Saved data entries
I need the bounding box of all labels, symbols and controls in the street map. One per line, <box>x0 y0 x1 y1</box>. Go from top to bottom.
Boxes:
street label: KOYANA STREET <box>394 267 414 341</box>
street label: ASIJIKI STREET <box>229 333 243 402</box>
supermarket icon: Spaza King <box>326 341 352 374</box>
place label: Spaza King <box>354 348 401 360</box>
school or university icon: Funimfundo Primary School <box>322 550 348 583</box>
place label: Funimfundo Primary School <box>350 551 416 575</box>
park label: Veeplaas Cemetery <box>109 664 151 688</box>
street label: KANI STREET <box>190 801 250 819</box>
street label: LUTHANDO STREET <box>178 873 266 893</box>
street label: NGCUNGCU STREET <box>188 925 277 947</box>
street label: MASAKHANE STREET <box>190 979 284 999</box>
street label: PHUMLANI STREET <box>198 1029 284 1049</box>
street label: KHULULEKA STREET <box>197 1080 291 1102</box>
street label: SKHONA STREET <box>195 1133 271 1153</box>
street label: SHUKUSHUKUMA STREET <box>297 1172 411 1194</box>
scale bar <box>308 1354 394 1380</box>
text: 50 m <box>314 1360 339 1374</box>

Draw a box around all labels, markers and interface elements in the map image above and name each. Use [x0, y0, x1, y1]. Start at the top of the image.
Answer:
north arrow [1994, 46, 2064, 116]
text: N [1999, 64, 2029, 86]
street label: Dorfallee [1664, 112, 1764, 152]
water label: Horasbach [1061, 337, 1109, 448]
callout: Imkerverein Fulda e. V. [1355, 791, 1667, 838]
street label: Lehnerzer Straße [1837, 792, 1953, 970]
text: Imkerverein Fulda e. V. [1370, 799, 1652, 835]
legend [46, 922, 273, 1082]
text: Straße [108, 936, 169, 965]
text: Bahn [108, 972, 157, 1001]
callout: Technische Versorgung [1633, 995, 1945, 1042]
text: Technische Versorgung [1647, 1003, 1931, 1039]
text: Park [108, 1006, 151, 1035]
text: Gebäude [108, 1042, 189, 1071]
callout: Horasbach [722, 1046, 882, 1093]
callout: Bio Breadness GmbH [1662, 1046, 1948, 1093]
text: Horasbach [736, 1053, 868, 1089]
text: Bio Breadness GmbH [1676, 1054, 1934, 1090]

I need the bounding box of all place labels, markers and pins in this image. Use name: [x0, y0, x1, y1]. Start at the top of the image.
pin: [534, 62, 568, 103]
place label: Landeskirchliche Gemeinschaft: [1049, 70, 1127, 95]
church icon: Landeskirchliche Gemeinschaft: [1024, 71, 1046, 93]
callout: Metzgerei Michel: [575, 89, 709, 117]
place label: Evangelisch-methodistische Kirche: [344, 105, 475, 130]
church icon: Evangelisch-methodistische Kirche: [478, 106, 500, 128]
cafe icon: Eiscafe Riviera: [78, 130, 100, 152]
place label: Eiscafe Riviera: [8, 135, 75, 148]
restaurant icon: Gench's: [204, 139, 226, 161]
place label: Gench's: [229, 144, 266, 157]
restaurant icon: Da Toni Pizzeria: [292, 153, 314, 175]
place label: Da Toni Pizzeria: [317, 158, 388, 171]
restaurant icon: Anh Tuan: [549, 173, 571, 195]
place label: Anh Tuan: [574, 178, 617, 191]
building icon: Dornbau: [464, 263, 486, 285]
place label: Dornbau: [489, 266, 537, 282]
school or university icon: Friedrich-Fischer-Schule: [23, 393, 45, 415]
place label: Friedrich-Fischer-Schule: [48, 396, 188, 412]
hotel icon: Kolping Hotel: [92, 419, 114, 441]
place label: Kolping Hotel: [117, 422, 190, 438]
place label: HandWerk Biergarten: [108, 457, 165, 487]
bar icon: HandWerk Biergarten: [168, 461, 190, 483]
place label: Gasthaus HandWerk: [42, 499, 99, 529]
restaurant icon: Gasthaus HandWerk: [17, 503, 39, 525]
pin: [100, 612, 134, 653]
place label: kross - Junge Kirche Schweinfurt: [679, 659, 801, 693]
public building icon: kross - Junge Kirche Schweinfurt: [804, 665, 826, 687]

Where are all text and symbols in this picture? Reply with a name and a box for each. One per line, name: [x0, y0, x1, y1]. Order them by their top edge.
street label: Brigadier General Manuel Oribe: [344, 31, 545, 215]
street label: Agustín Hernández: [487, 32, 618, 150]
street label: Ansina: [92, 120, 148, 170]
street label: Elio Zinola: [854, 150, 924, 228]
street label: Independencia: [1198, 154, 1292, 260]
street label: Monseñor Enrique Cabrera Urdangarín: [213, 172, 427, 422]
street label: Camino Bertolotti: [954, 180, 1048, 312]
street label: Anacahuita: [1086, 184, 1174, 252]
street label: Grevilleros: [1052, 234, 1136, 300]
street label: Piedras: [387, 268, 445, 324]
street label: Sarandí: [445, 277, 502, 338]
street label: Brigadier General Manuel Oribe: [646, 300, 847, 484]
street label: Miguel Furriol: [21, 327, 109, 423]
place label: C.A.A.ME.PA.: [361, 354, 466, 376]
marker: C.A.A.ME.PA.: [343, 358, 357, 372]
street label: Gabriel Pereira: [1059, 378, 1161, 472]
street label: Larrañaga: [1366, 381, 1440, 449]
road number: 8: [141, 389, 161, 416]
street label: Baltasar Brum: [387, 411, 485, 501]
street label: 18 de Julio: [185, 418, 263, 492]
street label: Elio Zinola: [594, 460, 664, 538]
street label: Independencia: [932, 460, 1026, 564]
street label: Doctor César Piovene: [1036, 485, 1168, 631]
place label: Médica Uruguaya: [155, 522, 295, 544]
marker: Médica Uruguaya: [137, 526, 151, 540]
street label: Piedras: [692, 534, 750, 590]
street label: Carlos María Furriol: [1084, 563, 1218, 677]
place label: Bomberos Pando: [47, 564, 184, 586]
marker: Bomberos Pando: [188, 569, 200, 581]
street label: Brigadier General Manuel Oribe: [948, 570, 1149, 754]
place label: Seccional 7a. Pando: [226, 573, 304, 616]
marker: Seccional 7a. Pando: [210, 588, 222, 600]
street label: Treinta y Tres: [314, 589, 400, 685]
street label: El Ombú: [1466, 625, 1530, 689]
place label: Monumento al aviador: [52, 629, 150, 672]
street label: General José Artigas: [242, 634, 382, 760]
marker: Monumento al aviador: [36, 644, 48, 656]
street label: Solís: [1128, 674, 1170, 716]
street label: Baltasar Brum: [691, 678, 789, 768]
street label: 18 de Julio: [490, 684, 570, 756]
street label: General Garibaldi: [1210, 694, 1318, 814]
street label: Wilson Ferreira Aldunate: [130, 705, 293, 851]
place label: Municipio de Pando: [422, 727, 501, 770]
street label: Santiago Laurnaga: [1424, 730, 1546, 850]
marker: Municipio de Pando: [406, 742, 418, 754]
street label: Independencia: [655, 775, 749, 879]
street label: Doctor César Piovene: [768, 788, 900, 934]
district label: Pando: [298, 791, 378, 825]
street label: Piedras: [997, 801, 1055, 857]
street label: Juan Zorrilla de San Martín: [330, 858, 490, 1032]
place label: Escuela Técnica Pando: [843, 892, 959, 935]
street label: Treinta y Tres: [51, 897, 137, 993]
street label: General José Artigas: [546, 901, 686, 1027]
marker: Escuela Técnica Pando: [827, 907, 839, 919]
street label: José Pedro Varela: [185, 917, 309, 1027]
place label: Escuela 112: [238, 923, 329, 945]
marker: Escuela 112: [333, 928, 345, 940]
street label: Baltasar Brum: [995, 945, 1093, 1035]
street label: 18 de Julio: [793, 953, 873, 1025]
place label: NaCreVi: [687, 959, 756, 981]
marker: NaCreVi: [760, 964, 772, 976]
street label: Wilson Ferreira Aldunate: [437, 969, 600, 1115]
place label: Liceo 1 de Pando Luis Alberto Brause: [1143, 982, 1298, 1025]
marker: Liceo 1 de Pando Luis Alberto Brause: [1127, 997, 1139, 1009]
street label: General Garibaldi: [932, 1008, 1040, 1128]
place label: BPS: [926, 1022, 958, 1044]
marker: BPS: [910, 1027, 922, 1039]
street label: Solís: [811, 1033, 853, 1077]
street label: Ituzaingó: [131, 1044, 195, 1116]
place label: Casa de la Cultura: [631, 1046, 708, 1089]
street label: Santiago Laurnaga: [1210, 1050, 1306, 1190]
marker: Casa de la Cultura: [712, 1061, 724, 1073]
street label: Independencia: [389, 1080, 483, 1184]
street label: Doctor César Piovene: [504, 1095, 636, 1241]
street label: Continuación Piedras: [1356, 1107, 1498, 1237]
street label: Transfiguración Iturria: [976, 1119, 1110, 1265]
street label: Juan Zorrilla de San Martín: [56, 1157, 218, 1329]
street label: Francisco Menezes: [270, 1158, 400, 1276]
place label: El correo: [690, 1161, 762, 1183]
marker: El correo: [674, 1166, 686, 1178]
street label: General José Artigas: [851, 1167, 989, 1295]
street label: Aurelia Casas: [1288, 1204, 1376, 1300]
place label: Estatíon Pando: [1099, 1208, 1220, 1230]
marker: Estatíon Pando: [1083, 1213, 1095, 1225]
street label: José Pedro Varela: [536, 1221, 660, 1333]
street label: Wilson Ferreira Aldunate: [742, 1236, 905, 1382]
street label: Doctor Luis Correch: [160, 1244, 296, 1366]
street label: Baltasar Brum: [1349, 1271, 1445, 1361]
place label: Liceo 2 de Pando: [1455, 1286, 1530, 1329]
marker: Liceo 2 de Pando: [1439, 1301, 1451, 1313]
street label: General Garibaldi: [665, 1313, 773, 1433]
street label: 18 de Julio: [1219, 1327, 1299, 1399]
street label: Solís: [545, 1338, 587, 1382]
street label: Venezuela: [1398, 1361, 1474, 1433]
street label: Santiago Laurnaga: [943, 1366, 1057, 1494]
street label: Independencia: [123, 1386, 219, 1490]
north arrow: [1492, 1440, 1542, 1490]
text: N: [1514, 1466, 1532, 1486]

* **WHAT THIS TASK INVOLVES**:
Copy exactly the lines that run from the first line of the data to the line containing "Draw a box around", please, with both ends included and nothing else.

* **WORKED SOLUTION**:
I need the bounding box of all labels, symbols and controls in the street map. One per line, <box>x0 y0 x1 y1</box>. Go from top to bottom.
Boxes:
street label: KOYANA STREET <box>394 267 414 341</box>
street label: ASIJIKI STREET <box>229 333 243 402</box>
supermarket icon: Spaza King <box>326 341 352 374</box>
place label: Spaza King <box>354 348 401 360</box>
school or university icon: Funimfundo Primary School <box>322 550 348 583</box>
place label: Funimfundo Primary School <box>350 551 416 575</box>
park label: Veeplaas Cemetery <box>109 664 151 688</box>
street label: KANI STREET <box>190 801 250 819</box>
street label: LUTHANDO STREET <box>178 873 266 893</box>
street label: NGCUNGCU STREET <box>188 925 277 947</box>
street label: MASAKHANE STREET <box>190 979 284 999</box>
street label: PHUMLANI STREET <box>198 1029 284 1049</box>
street label: KHULULEKA STREET <box>197 1080 291 1102</box>
street label: SKHONA STREET <box>195 1133 271 1153</box>
street label: SHUKUSHUKUMA STREET <box>297 1172 411 1194</box>
scale bar <box>308 1354 394 1380</box>
text: 50 m <box>314 1360 339 1374</box>

Draw a box around all labels, markers and interface elements in the map image above and name each. Use [x0, y0, x1, y1]. Start at the top of the image.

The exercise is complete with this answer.